Figure 10: The post of the old crown was tin-plated to improve the adhesive bond. C&B-Metabond was applied to the tooth fragments and cemented directly to the post.

Figure 11: The radiograph at the 14-month recall, reveals some resorption and ankylosis; however, the tooth remains stabile and asymptomatic. Replantation ad-hesive therapy is clearly drastic action, but it is a viable treatment ... particularly in cases like this, where extraction is the only alternative.

 

 






CASE 3: REPAIRING THE FRACTURED TOOTH ACCOMPANIED BY SEVERE BONE LOSS

Figure 12: Left untreated, a root fracture had caused extensive periodontal damage. The distal fragment had completely separated.

Figure 13: The bridge could not be saved, so it was removed, and the components of #13 extracted. The fractured surfaces were cleaned and the tooth cemented together using C&B-Metabond.

The adhesive both restored the tooth’s structural integrity and sealed it to block penetration of bacteria and toxins.

Figure 14: Because it lacked a clinical crown, the replanted tooth healed passively under a cross-suture without splinting. Thirty-four days after the operation, the root was exposed and prepared for a post and core.

Figure 15: In the new bridge #4 and #5 were double-abutted to provide a stronger foundation for the bridge and eliminate the possibility of recurring fracture.

Figure 16: 4-month post-operative radiograph. More time will be required for osseous regeneration. (Incidentally, the image at apex of #5 is the adhesive resin sealing he canal.)

 




About the author ...
Dr. Nobuo Masaka is one of Japan’s most respected dentists. Founder of the Masaka Dental Clinic, he is also a lecturer at Tokyo Dental College and Vice President of the Japan Society of Adhesive Dentistry.

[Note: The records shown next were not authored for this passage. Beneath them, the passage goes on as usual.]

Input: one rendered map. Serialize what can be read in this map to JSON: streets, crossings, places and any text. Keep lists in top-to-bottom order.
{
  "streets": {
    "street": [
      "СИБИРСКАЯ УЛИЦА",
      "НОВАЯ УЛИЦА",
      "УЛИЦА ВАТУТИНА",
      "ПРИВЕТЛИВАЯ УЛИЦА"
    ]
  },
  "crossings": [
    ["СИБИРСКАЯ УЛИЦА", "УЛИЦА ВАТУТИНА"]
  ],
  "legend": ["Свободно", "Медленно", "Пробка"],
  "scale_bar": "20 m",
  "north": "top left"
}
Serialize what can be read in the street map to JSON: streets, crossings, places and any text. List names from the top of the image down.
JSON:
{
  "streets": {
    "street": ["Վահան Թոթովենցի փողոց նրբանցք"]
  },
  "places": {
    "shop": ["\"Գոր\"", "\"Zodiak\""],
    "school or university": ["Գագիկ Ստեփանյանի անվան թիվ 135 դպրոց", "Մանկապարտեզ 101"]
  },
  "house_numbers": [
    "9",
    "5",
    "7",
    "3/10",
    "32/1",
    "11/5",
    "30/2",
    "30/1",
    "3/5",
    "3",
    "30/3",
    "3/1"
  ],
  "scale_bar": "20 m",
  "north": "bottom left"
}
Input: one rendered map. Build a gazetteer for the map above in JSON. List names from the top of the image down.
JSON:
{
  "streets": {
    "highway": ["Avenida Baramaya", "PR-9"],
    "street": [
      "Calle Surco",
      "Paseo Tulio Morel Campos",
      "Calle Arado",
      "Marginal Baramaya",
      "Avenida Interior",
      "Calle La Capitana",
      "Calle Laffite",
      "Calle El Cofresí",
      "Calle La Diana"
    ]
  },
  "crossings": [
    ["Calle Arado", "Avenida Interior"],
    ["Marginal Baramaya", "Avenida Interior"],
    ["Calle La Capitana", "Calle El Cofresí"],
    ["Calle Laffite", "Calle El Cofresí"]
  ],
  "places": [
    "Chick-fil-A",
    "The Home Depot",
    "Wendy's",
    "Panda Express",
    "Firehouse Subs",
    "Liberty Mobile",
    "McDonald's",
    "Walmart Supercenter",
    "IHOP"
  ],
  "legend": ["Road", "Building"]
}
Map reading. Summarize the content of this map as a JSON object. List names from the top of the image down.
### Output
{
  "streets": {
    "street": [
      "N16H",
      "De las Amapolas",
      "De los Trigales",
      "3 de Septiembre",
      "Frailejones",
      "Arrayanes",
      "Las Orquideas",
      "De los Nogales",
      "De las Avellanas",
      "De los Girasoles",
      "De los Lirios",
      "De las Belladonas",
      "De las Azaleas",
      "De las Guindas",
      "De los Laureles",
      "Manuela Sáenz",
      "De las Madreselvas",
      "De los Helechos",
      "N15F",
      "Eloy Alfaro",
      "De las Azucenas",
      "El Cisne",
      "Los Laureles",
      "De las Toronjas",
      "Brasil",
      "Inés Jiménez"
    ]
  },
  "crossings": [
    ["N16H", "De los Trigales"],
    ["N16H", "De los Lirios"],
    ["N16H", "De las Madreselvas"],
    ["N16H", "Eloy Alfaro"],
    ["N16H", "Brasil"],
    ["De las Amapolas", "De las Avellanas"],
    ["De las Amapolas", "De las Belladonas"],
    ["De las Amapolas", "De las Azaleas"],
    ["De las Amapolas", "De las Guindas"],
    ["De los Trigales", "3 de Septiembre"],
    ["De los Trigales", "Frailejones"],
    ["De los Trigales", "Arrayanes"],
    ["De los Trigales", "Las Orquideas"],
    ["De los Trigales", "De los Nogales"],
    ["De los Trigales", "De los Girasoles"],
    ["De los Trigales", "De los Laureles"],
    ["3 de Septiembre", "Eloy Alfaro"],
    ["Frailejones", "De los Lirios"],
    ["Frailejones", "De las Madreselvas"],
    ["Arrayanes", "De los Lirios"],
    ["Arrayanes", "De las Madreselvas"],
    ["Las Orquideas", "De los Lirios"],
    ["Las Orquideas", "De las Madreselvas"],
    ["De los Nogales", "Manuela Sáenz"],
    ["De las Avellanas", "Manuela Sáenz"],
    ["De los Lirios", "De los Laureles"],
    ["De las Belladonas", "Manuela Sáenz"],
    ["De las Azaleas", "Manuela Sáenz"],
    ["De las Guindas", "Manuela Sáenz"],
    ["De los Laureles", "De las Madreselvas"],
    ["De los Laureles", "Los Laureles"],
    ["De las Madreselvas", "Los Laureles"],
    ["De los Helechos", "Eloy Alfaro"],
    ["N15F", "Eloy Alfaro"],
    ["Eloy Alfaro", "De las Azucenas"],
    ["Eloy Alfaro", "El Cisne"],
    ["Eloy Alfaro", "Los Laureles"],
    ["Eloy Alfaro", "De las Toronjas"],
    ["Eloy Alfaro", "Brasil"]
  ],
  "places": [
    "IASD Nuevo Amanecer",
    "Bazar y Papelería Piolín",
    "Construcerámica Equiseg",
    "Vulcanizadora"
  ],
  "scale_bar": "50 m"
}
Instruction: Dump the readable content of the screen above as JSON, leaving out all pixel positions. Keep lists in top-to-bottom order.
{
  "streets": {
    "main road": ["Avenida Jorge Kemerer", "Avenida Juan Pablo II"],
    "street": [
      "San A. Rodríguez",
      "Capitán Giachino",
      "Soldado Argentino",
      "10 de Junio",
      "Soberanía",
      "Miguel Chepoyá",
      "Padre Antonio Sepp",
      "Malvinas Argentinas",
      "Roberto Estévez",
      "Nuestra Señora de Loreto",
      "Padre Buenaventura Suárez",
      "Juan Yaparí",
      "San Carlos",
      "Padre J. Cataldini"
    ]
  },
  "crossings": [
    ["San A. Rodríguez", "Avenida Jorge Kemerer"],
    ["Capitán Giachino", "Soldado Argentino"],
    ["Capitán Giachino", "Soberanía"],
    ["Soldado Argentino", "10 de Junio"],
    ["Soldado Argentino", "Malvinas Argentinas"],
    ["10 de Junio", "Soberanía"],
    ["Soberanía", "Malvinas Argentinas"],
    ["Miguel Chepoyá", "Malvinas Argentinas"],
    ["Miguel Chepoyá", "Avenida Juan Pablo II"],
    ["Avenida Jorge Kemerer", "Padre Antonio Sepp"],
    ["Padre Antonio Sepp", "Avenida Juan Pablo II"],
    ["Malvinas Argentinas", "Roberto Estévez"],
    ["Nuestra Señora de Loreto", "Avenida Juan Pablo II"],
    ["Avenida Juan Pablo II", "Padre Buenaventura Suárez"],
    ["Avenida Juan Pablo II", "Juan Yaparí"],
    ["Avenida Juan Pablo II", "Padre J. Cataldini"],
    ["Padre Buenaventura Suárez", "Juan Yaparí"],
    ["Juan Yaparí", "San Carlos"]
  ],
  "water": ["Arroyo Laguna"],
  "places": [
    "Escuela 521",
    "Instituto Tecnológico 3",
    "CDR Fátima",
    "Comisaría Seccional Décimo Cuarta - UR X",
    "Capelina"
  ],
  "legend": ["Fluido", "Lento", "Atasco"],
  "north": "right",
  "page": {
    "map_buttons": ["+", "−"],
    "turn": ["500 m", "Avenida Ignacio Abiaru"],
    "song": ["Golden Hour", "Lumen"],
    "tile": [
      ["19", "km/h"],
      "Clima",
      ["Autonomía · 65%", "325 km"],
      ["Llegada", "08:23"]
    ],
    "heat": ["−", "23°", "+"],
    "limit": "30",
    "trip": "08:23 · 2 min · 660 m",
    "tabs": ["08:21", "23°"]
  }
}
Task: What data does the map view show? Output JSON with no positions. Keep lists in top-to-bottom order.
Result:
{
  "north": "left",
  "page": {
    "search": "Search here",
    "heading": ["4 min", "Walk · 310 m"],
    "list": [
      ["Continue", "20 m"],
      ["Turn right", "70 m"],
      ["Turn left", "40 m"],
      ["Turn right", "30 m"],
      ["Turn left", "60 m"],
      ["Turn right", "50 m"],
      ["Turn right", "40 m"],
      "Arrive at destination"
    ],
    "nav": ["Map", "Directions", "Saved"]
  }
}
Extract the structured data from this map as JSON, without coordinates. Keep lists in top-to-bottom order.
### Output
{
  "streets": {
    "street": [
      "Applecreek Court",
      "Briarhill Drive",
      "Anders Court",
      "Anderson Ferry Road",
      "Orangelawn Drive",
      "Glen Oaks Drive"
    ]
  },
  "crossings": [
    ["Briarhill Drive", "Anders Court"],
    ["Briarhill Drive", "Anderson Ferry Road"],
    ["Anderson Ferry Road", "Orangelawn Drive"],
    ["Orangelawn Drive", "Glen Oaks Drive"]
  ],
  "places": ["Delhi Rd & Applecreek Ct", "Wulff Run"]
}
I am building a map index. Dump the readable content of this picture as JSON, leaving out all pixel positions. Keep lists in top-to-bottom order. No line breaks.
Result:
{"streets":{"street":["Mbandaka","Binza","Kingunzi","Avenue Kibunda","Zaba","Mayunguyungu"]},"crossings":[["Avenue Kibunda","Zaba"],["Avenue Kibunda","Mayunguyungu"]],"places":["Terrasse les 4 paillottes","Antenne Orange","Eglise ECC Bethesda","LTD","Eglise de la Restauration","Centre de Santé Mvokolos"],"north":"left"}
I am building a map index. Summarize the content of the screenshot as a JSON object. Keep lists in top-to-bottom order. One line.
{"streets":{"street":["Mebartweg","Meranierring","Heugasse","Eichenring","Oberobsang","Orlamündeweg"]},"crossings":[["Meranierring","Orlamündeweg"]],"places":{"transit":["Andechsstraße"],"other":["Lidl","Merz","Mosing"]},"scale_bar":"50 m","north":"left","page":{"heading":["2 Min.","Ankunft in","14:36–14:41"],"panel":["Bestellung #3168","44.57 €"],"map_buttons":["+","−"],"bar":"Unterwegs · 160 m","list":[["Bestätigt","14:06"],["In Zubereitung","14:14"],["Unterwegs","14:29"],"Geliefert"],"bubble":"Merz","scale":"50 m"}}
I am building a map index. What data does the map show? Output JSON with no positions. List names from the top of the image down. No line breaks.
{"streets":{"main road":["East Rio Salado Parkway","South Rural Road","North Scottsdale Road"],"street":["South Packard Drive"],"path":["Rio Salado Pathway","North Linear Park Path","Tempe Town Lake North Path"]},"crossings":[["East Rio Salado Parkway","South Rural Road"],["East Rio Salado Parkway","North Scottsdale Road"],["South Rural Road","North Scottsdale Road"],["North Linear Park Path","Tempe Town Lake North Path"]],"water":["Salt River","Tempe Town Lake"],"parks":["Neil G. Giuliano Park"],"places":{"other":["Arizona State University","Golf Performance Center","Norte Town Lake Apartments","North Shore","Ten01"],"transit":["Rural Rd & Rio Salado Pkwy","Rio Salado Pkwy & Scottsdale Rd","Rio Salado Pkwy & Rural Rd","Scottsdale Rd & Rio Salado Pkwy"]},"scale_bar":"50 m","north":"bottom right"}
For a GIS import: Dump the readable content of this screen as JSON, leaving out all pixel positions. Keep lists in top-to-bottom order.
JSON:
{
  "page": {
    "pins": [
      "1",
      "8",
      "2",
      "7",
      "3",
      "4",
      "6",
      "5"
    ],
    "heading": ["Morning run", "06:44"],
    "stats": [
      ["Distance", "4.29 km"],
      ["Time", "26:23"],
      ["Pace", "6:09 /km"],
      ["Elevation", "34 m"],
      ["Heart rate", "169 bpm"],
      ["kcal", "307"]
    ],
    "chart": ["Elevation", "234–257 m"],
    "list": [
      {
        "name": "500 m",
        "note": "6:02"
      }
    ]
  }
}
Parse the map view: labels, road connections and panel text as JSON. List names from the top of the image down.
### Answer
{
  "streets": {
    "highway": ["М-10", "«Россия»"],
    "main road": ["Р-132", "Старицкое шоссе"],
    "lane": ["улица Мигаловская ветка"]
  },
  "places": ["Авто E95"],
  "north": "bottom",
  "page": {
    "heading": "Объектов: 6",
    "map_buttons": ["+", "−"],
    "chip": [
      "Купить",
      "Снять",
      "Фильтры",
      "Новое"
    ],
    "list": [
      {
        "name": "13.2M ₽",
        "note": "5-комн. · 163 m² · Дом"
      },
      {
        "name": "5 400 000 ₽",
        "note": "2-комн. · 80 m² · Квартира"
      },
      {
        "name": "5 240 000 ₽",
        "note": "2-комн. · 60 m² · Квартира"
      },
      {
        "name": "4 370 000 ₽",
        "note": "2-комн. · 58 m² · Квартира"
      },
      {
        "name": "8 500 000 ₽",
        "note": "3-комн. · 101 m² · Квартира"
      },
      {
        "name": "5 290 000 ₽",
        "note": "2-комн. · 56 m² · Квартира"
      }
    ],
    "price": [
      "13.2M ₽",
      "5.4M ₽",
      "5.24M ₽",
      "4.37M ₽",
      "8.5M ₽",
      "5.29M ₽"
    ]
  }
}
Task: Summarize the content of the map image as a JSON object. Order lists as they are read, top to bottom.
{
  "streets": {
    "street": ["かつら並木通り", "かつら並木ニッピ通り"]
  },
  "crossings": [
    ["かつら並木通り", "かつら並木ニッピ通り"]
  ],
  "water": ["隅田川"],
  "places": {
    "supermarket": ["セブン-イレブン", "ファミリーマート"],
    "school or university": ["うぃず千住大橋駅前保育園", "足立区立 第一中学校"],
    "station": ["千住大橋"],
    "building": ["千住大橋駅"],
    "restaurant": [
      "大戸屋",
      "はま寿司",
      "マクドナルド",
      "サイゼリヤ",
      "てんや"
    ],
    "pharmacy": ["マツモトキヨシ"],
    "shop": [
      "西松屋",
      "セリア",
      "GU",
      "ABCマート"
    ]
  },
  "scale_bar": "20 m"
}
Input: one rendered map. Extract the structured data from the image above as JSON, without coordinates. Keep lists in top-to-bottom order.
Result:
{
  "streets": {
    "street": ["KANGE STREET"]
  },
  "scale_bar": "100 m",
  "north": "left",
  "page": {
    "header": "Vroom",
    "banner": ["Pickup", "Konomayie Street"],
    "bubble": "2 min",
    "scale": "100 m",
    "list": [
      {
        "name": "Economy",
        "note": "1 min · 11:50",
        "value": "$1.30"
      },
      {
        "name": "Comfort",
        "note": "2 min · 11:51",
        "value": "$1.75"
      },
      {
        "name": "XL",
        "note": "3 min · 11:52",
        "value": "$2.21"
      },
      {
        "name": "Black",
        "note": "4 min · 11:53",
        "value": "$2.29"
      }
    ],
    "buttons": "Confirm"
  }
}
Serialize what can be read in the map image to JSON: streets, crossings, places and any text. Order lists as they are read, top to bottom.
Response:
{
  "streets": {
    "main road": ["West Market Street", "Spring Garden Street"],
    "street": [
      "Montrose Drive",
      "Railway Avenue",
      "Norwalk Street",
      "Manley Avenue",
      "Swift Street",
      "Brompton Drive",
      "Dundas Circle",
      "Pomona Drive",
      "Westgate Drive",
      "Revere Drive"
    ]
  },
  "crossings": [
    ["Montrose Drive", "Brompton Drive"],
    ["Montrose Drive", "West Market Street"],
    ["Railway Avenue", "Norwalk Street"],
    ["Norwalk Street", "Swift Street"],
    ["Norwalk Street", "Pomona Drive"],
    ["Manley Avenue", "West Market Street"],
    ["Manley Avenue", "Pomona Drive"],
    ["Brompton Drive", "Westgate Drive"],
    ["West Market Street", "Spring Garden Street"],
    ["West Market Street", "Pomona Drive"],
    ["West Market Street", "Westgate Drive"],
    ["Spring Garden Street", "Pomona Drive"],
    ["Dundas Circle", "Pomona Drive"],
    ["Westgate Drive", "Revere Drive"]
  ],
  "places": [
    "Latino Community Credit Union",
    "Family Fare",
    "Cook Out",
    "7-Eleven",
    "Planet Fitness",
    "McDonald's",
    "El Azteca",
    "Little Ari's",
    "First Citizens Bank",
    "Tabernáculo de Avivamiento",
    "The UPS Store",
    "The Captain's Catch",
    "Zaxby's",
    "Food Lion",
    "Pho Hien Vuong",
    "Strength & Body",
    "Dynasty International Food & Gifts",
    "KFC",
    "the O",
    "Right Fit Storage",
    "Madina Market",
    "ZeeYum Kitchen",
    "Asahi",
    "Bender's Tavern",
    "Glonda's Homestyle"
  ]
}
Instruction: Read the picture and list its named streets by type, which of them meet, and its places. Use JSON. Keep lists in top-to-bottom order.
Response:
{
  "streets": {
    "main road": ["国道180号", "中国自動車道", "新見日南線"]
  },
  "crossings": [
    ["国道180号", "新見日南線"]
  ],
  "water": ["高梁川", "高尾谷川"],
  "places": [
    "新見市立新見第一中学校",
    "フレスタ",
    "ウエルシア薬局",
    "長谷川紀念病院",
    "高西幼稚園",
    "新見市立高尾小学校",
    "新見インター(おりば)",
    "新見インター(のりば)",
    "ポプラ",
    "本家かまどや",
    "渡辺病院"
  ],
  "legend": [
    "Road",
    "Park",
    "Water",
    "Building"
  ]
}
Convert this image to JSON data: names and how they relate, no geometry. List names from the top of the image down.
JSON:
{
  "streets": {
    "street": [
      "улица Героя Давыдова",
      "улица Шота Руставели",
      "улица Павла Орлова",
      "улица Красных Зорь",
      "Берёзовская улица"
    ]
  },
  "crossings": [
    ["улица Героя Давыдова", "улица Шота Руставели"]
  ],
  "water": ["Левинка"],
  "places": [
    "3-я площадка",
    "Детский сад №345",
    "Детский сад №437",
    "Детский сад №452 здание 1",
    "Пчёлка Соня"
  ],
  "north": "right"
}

Dr. Masaka is arguably the world’s most-experienced 4-META user, having cemented his first case with the adhesive back in 1980 ... 20 years ago.

Under his guidance, the Masaka Dental Clinic has pioneered a number of adhesive techniques that are just beginning to make their way into mainstream dentistry.

For example, he was largely responsible for developing:
1.) the bonded endodontic post (1980)
2.) the adhesive treatment for fractured roots (1982)
3.) the adhesive amalgam restoration (1987)
4.) the adhesive pulp cap (1989)
5.) the surgical extraction, adhesive repair and replantation of fractured roots (1990)

So we were honored when Dr. Masaka agreed to expand on a series of adhesive articles he authored for the “Nippon Dental Review.”